What you will do:
Please give the entries again in full and exactly, without any picture.

------------------------

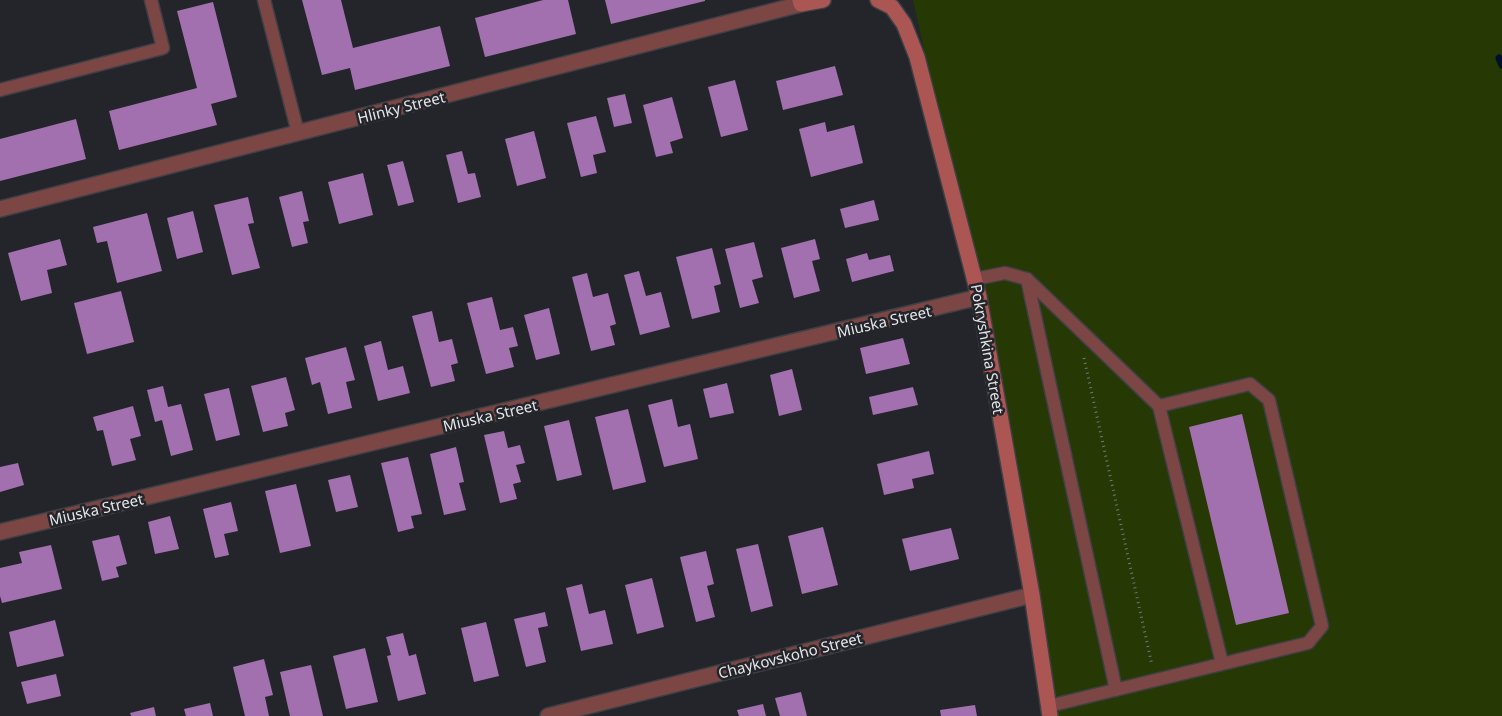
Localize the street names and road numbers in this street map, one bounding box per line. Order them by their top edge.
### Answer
street label: Hlinky Street [355,86,447,128]
street label: Pokryshkina Street [967,282,1009,416]
street label: Miuska Street [835,300,934,342]
street label: Miuska Street [441,394,540,436]
street label: Miuska Street [47,488,146,530]
street label: Chaykovskoho Street [716,627,865,683]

------------------------

Task response:
Localize the street names and road numbers in this street map, one bounding box per line. Order them by their top edge.
### Answer
street label: Hlinky Street [355,86,447,128]
street label: Pokryshkina Street [967,282,1009,416]
street label: Miuska Street [835,300,934,342]
street label: Miuska Street [441,394,540,436]
street label: Miuska Street [47,488,146,530]
street label: Chaykovskoho Street [716,627,865,683]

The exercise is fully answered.